### Task to complete
Every line below that contains "radius" is to be copied.

### Supplied records
◆ ◆ ◆ ◆
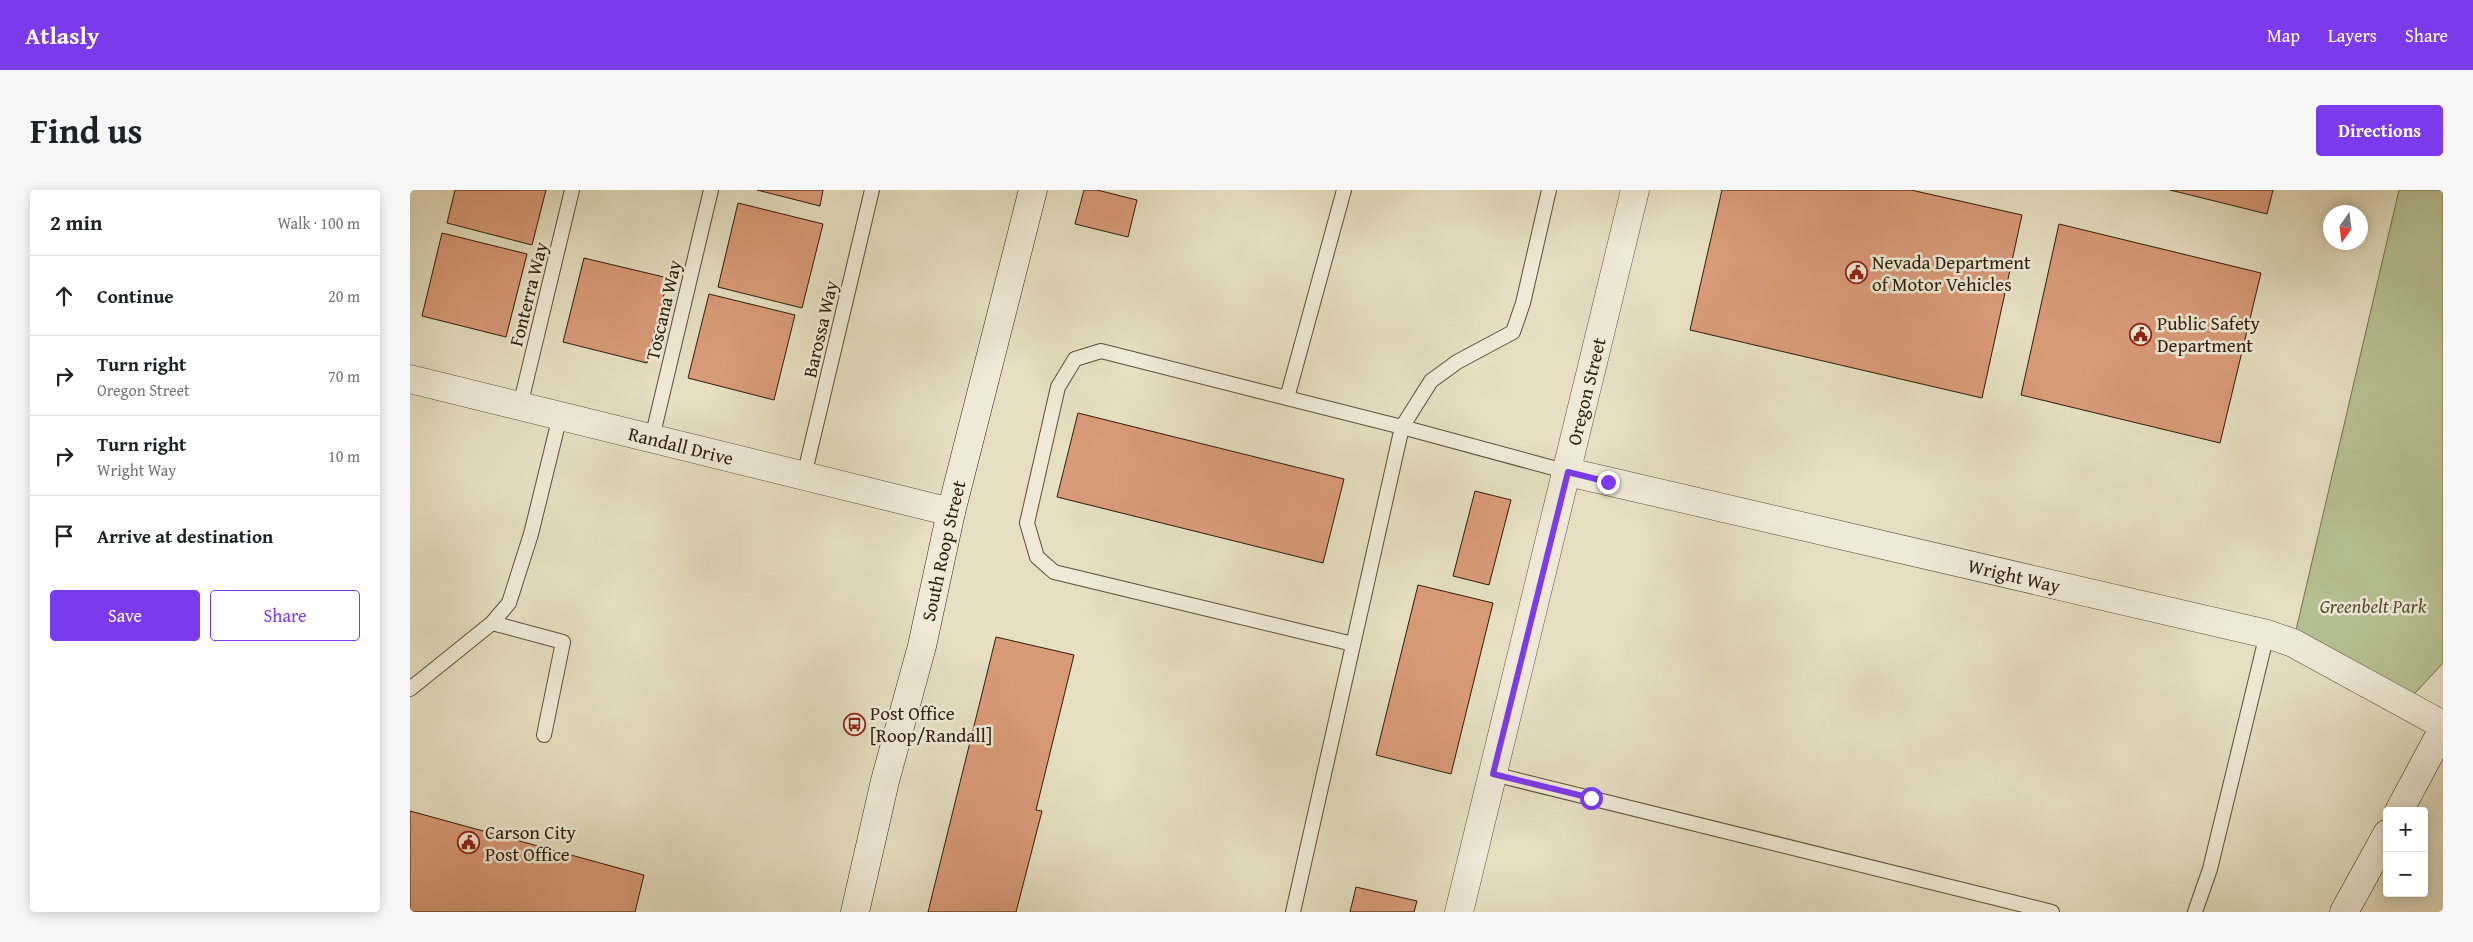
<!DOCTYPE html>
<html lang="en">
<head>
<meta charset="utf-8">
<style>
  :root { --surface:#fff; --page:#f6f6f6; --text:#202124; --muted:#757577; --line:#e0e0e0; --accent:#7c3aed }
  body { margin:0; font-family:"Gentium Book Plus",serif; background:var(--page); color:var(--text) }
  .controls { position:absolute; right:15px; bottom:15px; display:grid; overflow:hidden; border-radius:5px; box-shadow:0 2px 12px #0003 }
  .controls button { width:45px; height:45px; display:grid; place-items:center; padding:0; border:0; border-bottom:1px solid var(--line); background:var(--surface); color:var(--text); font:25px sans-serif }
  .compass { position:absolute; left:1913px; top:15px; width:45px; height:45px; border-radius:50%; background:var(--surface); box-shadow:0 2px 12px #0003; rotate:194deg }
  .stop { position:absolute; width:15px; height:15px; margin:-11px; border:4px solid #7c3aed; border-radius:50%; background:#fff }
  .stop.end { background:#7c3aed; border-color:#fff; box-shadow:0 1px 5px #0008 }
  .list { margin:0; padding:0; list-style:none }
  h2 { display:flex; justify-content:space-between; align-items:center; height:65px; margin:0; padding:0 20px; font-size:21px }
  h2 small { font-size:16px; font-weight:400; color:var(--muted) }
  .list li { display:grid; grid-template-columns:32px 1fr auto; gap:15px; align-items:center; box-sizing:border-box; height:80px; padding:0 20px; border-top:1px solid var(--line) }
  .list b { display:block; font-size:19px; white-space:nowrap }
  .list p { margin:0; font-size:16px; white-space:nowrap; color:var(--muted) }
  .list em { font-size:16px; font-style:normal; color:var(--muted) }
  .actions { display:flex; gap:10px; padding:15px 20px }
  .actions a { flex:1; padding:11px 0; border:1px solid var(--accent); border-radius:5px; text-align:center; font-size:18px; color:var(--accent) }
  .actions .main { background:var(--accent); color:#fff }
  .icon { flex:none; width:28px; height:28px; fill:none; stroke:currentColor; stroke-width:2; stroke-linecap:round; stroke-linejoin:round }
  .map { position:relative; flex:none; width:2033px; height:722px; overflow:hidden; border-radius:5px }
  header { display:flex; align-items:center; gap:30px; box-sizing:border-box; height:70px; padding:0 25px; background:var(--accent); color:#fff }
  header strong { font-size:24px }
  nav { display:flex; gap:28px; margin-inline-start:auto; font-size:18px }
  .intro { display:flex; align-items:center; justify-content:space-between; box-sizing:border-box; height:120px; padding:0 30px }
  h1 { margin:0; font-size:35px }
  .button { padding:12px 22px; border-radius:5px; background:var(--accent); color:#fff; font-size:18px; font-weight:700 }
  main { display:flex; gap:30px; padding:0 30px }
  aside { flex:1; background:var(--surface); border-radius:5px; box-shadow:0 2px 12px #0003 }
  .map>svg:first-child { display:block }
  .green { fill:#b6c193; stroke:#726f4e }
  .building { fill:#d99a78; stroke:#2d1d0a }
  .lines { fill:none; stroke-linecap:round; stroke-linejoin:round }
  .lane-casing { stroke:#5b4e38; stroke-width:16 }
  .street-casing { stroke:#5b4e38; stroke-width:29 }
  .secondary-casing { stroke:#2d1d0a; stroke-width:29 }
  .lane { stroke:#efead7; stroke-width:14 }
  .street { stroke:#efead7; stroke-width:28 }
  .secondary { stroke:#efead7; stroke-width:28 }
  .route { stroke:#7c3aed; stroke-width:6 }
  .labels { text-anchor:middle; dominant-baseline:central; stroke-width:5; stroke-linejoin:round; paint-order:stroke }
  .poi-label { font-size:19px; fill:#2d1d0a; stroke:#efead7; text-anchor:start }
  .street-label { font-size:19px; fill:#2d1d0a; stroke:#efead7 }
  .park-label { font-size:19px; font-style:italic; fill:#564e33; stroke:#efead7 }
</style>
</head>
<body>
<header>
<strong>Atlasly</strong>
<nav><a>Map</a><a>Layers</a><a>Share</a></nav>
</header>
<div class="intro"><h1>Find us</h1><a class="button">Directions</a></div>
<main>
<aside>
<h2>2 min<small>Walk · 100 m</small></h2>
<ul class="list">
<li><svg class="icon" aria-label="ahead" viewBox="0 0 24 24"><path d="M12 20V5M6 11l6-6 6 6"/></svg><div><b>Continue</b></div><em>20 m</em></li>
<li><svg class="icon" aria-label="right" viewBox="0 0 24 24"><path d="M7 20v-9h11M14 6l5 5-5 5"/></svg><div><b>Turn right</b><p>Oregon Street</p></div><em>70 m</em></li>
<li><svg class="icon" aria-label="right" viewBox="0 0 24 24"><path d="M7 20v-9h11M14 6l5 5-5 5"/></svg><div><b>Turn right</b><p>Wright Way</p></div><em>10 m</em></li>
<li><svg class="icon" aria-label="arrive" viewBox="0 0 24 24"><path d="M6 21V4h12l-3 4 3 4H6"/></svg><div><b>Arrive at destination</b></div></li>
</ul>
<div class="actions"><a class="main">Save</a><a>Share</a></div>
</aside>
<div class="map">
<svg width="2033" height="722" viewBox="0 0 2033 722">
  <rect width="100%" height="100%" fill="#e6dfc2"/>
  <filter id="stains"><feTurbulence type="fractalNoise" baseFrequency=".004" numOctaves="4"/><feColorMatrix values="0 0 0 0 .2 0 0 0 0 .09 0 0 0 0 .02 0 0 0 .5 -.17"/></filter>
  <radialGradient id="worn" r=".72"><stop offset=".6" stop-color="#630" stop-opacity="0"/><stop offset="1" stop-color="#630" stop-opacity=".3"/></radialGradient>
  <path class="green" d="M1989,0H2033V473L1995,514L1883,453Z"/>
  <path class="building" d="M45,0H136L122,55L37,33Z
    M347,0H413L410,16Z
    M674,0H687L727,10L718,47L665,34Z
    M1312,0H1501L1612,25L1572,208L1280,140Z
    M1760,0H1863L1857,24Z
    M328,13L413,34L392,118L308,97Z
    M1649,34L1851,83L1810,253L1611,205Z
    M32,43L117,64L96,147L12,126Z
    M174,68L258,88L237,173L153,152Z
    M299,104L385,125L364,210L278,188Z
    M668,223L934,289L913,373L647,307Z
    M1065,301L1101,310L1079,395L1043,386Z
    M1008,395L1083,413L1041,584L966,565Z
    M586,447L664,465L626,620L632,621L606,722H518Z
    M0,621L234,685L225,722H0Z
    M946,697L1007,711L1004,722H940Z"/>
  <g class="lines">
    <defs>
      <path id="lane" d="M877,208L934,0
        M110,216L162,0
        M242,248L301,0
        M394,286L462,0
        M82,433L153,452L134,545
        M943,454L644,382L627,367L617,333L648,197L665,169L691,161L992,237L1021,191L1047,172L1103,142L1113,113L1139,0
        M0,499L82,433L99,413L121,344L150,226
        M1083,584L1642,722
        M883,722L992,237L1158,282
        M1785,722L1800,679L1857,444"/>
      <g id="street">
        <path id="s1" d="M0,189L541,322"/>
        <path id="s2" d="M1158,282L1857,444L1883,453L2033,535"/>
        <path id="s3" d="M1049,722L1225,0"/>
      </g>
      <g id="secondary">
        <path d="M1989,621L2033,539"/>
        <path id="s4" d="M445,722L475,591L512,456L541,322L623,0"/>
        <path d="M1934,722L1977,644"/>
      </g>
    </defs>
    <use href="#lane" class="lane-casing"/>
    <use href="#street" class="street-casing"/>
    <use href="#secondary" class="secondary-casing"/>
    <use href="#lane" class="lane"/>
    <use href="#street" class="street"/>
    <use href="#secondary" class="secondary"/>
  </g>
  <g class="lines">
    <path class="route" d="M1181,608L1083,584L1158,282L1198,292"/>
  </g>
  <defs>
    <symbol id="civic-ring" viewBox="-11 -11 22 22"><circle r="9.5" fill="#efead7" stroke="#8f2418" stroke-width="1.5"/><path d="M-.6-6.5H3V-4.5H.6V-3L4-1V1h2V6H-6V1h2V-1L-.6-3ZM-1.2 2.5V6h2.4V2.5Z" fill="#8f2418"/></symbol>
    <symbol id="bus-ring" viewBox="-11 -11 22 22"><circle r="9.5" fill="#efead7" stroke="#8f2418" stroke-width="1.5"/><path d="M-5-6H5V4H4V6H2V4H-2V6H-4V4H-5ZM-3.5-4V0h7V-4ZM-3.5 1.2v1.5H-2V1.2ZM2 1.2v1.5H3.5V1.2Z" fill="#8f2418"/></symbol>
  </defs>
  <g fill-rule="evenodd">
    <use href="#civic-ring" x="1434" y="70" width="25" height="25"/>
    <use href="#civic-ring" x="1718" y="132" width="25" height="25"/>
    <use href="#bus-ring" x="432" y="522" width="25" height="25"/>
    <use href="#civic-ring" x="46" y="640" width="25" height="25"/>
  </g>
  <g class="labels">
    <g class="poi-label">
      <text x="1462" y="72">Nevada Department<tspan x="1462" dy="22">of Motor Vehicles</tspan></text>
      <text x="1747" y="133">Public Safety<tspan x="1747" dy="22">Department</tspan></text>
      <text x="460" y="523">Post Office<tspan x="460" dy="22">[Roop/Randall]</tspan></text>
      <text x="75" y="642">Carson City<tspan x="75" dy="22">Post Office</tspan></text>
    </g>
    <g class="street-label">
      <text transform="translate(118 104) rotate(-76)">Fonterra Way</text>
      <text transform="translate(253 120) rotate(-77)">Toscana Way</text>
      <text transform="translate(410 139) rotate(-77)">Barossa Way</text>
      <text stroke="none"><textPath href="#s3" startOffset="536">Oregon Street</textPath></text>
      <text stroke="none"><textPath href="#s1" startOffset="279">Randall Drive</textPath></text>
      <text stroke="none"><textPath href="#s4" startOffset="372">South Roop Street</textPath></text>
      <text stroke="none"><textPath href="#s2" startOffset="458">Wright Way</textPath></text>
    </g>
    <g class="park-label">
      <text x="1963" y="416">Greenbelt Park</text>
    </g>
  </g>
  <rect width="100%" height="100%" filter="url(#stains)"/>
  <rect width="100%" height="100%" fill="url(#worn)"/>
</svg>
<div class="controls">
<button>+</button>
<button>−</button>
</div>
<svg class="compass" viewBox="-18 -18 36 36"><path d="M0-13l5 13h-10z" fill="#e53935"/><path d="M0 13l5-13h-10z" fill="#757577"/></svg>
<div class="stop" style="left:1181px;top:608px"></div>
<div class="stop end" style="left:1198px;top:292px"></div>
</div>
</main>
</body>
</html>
◆ ◆ ◆ ◆
### Answer space
  .controls { position:absolute; right:15px; bottom:15px; display:grid; overflow:hidden; border-radius:5px; box-shadow:0 2px 12px #0003 }
  .compass { position:absolute; left:1913px; top:15px; width:45px; height:45px; border-radius:50%; background:var(--surface); box-shadow:0 2px 12px #0003; rotate:194deg }
  .stop { position:absolute; width:15px; height:15px; margin:-11px; border:4px solid #7c3aed; border-radius:50%; background:#fff }
  .actions a { flex:1; padding:11px 0; border:1px solid var(--accent); border-radius:5px; text-align:center; font-size:18px; color:var(--accent) }
  .map { position:relative; flex:none; width:2033px; height:722px; overflow:hidden; border-radius:5px }
  .button { padding:12px 22px; border-radius:5px; background:var(--accent); color:#fff; font-size:18px; font-weight:700 }
  aside { flex:1; background:var(--surface); border-radius:5px; box-shadow:0 2px 12px #0003 }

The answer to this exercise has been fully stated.